Top of Records for processing

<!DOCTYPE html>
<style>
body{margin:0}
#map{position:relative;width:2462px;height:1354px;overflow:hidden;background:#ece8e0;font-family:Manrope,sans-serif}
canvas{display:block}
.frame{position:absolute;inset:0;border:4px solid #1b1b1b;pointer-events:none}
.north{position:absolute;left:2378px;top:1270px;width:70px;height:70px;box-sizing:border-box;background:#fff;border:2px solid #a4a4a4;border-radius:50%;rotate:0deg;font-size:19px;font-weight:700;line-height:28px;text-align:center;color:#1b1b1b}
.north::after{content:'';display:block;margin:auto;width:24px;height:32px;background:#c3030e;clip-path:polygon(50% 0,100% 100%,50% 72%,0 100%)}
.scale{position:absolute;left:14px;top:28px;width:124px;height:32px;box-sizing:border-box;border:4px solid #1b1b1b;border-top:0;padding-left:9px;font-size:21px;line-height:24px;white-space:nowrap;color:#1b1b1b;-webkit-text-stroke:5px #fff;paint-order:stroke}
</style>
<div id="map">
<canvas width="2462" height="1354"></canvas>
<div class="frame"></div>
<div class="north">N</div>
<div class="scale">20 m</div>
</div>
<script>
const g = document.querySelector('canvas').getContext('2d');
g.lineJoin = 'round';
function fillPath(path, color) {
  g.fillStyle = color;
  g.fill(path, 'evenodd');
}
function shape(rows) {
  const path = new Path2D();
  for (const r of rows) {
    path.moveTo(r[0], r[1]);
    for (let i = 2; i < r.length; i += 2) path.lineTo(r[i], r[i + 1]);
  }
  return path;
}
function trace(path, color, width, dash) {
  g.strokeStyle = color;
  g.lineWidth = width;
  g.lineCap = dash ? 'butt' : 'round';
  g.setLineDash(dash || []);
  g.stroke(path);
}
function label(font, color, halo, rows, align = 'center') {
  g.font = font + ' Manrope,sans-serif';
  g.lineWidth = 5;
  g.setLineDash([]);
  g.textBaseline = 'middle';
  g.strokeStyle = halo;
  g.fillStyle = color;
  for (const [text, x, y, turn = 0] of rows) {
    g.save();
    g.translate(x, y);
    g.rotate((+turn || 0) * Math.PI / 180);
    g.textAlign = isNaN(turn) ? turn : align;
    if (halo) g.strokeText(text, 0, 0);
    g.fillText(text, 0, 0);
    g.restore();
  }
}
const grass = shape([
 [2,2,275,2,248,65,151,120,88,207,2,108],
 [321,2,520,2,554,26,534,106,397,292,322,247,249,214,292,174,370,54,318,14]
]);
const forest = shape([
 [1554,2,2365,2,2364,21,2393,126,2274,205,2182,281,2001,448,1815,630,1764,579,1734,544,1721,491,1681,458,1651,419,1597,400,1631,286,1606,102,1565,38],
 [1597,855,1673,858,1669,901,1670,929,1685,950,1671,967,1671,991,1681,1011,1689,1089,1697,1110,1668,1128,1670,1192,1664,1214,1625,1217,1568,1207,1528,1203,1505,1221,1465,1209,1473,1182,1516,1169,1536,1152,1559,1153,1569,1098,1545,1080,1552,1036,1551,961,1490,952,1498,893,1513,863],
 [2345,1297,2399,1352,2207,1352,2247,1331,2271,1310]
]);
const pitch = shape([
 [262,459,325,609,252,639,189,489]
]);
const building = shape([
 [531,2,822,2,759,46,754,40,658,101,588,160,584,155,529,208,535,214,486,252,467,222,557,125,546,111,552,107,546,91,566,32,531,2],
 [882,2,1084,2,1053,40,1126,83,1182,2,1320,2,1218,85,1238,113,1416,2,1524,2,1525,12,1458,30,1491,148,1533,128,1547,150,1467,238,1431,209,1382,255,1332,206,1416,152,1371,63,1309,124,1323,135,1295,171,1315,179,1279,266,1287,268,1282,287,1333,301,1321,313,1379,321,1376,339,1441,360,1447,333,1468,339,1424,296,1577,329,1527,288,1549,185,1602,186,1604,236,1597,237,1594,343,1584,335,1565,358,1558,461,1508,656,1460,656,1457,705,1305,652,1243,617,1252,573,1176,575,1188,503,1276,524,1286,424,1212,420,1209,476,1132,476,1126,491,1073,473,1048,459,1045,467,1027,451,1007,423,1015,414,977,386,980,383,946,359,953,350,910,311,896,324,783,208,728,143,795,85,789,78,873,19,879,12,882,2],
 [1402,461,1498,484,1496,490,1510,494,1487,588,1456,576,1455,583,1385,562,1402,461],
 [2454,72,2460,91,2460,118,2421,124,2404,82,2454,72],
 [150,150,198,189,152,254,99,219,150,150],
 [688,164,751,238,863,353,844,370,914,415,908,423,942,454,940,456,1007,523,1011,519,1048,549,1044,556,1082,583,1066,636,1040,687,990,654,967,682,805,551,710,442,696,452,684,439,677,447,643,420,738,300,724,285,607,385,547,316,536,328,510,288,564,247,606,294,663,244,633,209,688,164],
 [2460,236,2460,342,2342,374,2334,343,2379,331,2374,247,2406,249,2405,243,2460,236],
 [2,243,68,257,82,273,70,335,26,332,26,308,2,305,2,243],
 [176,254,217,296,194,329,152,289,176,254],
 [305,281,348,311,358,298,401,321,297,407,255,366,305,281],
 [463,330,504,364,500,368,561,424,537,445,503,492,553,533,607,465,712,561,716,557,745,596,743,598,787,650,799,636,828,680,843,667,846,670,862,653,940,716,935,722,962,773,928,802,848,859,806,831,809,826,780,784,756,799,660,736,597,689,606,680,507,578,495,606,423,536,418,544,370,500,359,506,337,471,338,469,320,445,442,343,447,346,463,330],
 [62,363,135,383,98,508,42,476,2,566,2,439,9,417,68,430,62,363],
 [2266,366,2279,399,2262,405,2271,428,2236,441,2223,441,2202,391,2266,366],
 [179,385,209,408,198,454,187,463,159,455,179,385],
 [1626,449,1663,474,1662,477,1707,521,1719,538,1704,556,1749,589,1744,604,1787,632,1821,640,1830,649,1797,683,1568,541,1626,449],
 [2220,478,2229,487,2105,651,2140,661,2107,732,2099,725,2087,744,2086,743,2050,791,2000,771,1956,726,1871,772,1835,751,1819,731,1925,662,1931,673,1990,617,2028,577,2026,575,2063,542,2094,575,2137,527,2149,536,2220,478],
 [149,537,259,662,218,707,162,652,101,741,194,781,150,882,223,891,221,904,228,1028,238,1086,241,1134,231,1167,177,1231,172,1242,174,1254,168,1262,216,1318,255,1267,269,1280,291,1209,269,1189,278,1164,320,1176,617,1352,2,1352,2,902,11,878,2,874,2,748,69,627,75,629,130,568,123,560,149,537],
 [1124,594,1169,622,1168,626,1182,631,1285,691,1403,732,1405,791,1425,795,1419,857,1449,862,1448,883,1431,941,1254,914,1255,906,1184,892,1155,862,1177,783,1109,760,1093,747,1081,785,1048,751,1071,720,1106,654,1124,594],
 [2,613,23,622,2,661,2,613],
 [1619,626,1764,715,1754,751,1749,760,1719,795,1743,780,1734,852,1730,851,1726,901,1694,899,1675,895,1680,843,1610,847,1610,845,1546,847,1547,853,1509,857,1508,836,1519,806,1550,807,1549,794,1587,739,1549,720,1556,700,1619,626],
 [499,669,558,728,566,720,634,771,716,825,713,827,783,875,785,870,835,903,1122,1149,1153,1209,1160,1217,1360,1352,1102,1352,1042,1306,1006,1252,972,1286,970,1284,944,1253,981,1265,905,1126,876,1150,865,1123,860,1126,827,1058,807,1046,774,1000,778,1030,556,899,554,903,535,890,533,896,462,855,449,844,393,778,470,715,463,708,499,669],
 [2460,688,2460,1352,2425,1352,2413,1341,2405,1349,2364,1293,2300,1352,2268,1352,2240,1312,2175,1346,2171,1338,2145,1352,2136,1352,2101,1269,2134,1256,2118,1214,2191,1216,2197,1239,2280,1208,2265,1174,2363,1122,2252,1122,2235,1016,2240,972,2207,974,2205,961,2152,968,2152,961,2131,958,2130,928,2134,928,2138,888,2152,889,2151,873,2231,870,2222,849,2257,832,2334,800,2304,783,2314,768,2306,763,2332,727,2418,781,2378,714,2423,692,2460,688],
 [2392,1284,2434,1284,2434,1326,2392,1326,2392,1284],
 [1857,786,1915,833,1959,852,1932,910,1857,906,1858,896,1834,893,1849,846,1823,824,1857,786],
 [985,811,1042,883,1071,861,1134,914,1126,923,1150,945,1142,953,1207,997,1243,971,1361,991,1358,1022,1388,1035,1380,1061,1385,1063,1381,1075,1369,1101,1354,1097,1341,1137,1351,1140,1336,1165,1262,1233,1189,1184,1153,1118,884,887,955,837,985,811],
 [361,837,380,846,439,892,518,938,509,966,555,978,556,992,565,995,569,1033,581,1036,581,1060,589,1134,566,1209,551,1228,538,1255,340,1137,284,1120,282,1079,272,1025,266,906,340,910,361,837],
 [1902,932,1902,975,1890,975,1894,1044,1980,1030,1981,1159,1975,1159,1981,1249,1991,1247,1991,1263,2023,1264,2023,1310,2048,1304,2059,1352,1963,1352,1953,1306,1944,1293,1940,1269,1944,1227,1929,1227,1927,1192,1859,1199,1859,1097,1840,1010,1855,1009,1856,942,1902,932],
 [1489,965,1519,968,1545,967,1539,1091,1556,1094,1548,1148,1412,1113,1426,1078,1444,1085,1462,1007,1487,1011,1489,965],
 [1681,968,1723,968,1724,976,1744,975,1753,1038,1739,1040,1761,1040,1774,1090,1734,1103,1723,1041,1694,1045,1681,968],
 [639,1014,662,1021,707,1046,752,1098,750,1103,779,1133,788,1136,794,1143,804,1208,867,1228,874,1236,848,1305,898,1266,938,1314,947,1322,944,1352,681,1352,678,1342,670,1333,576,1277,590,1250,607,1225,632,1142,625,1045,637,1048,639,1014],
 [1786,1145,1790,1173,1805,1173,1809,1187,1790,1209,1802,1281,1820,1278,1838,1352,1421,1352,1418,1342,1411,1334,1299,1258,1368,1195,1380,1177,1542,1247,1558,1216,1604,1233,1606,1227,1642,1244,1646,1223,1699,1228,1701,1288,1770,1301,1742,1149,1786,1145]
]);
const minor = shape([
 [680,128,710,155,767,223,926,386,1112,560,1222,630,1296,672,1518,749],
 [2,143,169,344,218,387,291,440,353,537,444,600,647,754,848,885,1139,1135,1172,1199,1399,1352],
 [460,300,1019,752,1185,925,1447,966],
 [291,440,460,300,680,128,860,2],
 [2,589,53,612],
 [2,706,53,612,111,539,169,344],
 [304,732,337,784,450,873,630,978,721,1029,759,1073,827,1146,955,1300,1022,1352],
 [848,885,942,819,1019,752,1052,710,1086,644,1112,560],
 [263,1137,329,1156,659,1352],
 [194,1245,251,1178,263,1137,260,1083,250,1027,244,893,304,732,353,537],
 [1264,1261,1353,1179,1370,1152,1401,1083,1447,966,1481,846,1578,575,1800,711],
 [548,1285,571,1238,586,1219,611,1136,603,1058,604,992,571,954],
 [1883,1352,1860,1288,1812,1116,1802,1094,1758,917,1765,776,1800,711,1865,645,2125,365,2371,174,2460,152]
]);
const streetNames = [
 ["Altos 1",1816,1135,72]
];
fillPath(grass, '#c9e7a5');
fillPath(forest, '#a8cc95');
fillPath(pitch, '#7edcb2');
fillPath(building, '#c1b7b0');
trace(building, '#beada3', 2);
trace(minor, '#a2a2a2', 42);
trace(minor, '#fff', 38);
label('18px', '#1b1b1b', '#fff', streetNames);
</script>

Bottom of Records for processing

Where does "function" appear in the records above? Copy each line that holds it.

**Completed exercise:**
function fillPath(path, color) {
function shape(rows) {
function trace(path, color, width, dash) {
function label(font, color, halo, rows, align = 'center') {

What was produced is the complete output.